Opdivo (nivolumab), when given with or without Yervoy (ipilimumab) improved outcomes for patients with intermediate-risk and poor-risk clear-cell metastatic renal cell carcinoma (a type of kidney cancer) who did not respond or stopped responding to upfront Opdivo, according to clinical trial findings that were recently published in the journal, The Lancet Oncology.
The phase 2 TITAN-RCC trial, which was conducted in cancer treatment centers in Austria, Belgium, Czechia, France, Germany, Italy, Spain and the United Kingdom, included 207 patients who were previously untreated or had undergone one prior anti-angiogenic or chemotherapy regimen. Once enrolled in the study, patients were prescribed intravenous Opdivo once every two weeks.
Patients whose disease responded to Opdivo continued with therapy. If they experienced early progressive disease at or by week eight or if their cancer did not respond (shrink or disappear) by week 16, they then were administered two or four doses of Opdivo and Yervoy boosts.
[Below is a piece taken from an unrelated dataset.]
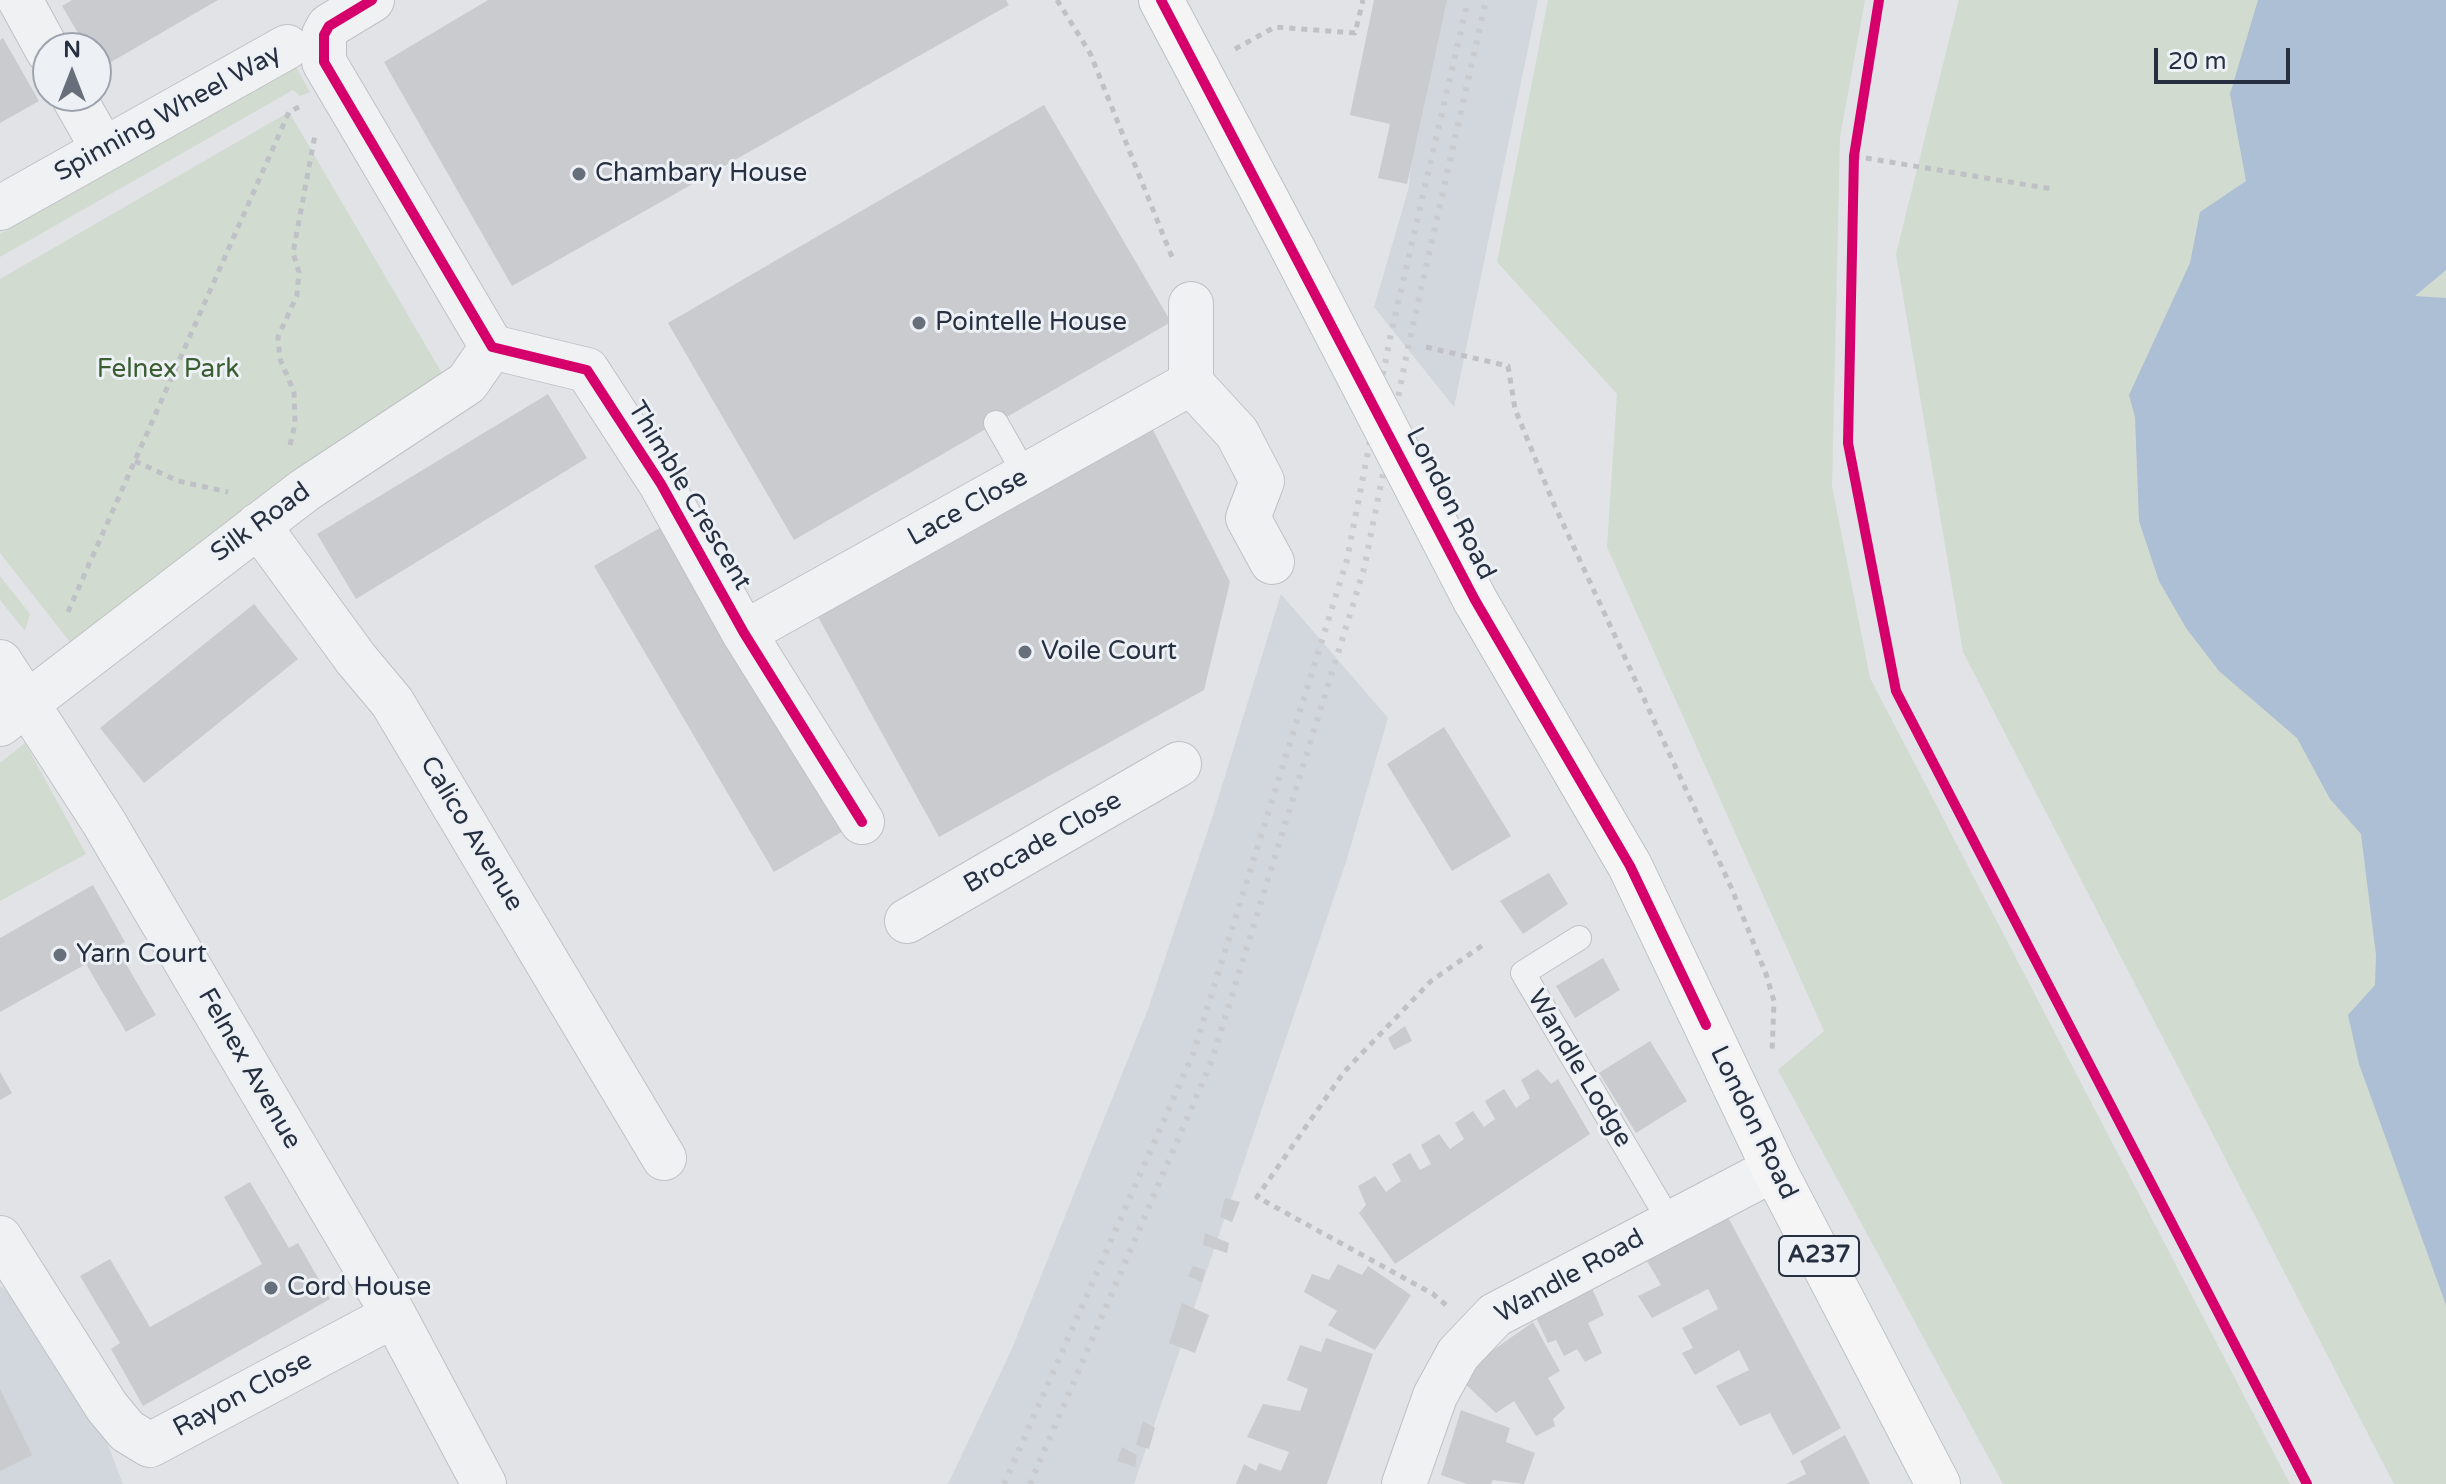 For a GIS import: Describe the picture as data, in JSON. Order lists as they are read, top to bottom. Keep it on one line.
{"streets":{"main road":["London Road","A237"],"street":["Spinning Wheel Way","Thimble Crescent","Lace Close","Silk Road","Calico Avenue","Brocade Close","Felnex Avenue","Wandle Road","Rayon Close"],"lane":["Wandle Lodge"]},"crossings":[["Thimble Crescent","Lace Close"],["Thimble Crescent","Silk Road"],["London Road","Wandle Road"],["Silk Road","Calico Avenue"],["Silk Road","Felnex Avenue"],["Felnex Avenue","Rayon Close"],["Wandle Lodge","Wandle Road"]],"parks":["Felnex Park"],"places":["Chambary House","Pointelle House","Voile Court","Yarn Court","Cord House"],"scale_bar":"20 m","north":"top"}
The main goal of the study was to see if the objective response rate (percentage of patients whose disease shrinks or disappears from treatment) would improve by 25% or more compared to those seen in the phase 3 CheckMate-025 trial, which led to the 2015 approval of Opdivo for metastatic renal cell carcinoma that was previously treated with an anti-angiogenic therapy.
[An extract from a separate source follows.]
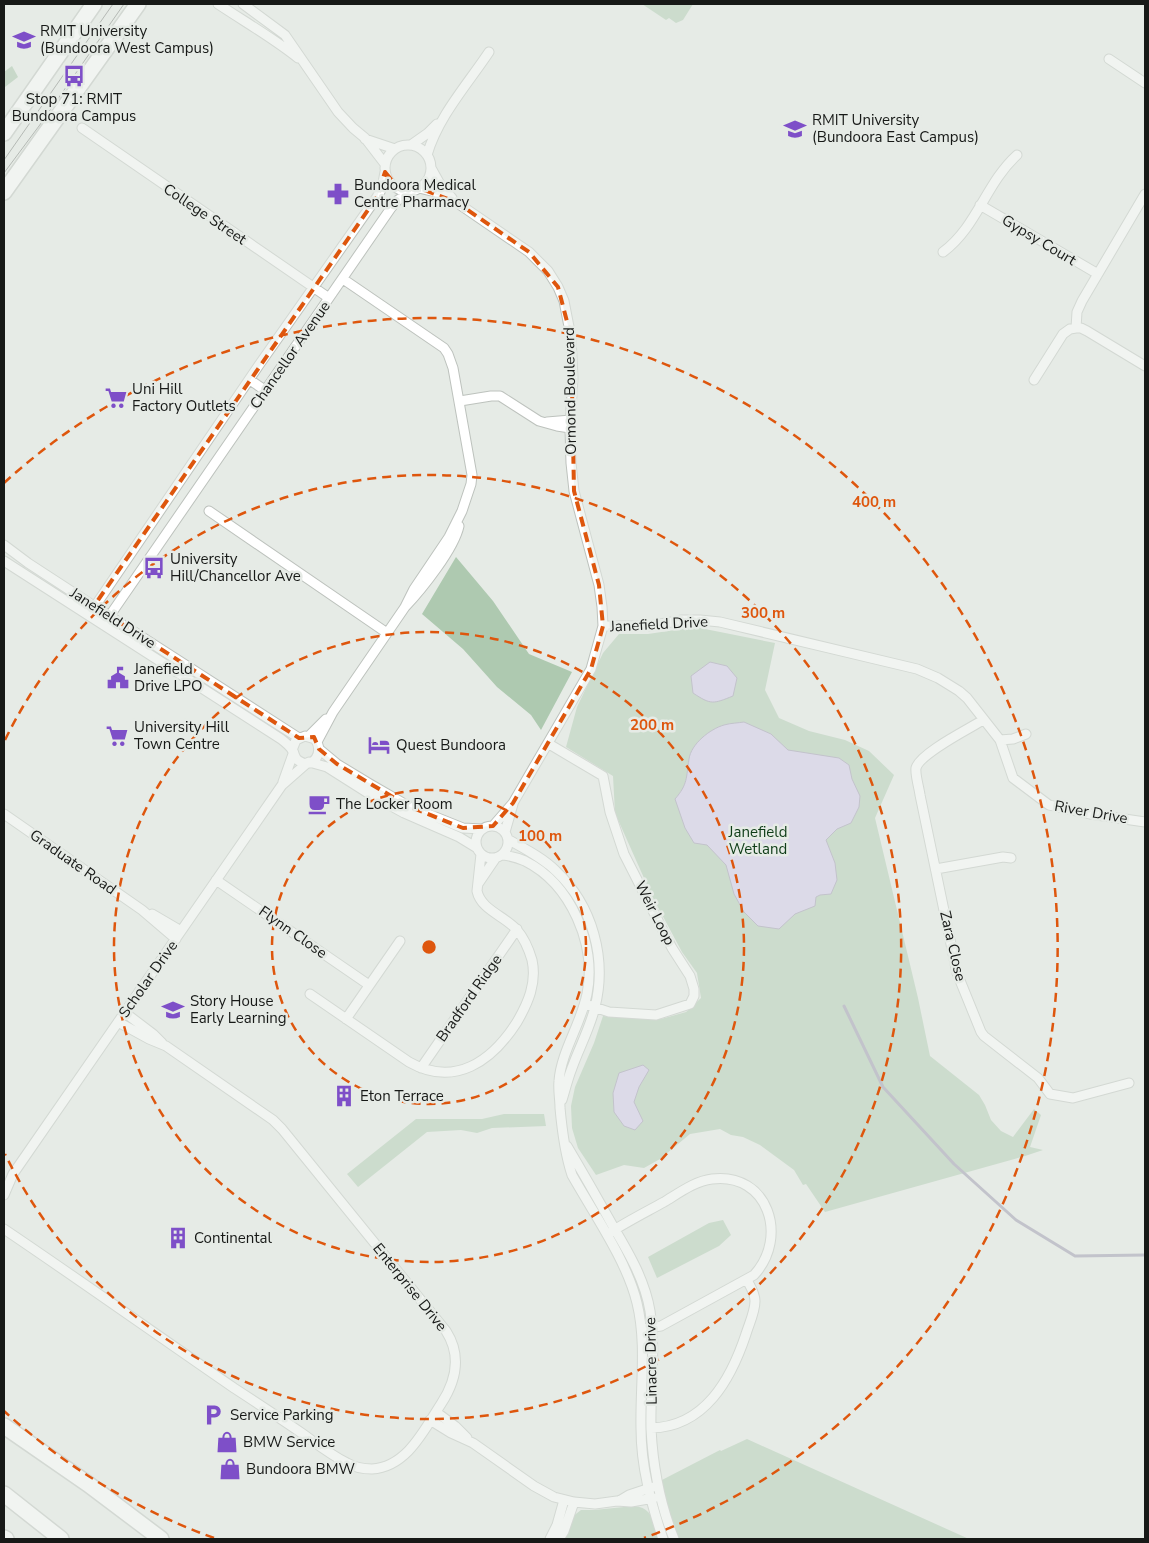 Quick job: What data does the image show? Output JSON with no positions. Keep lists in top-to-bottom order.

Researchers also analyzed remission rates, time to response, duration of response, progression-free survival (time from treatment until death or disease worsening), time to immunotherapy resistance and overall survival (time from treatment until death of any cause).
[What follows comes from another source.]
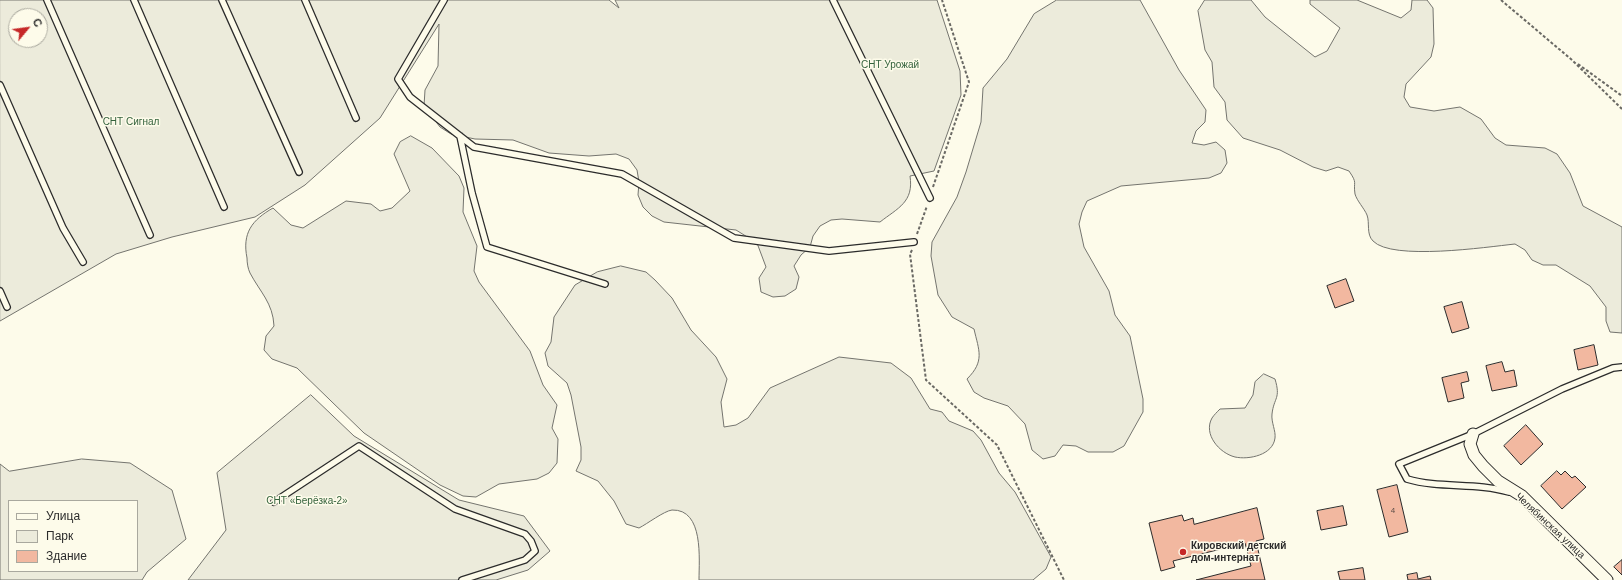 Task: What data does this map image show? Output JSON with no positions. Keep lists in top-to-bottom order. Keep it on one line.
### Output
{"streets":{"street":["Челябинская улица"]},"parks":["СНТ Урожай","СНТ Сигнал","СНТ «Берёзка-2»"],"places":["Кировский детский дом-интернат"],"house_numbers":["4"],"legend":["Улица","Парк","Здание"],"north":"top right"}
Findings showed that at a median follow-up of 27.6 months, 39 of 109 (36%) previously untreated patients and 31 of 98 (32%) in the previously treated groups had a confirmed objective response with Opdivo with and without Opdivo plus Yervoy. Confirmed reponse to Opdivo at week eight or 16 was 28% and 18% in the previously untreated and previously treated groups, respectively.
The most frequently moderate to severe (grade 3 or 4) side effects that were reported in 5% or more of patients on the study were: increased lipase, which could indicate pancreatic issues (7% of patients), colitis (6%) and diarrhea (6%). Three deaths occurred in the trial, which researchers deemed to be related to the treatment: one due to possible ischemic stroke, one due to respiratory failure and one due to pneumonia, according to the findings.
Since Opdivo and Yervoy work by igniting the immune system to find and fight cancer cells, side effects from these type of agents are often treated with corticosteroids, which are a class of drugs that work by reducing inflammation and suppressing the immune system.
“In treatment-naïve patients, (Opdivo) induction with or without (Opdivo) plus (Yervoy) boosts significantly improve the objective response rate compared with that reported for (Opdivo) monotherapy in the CheckMate-025 trial,” the researchers wrote. “However, overall efficacy seemed inferior when compared with approved upfront (Opdivo) plus (Yervoy). For second-line treatment, (Opdivo) plus (Yervoy) could be a rescue strategy on progression with approved (Opdivo) monotherapy.”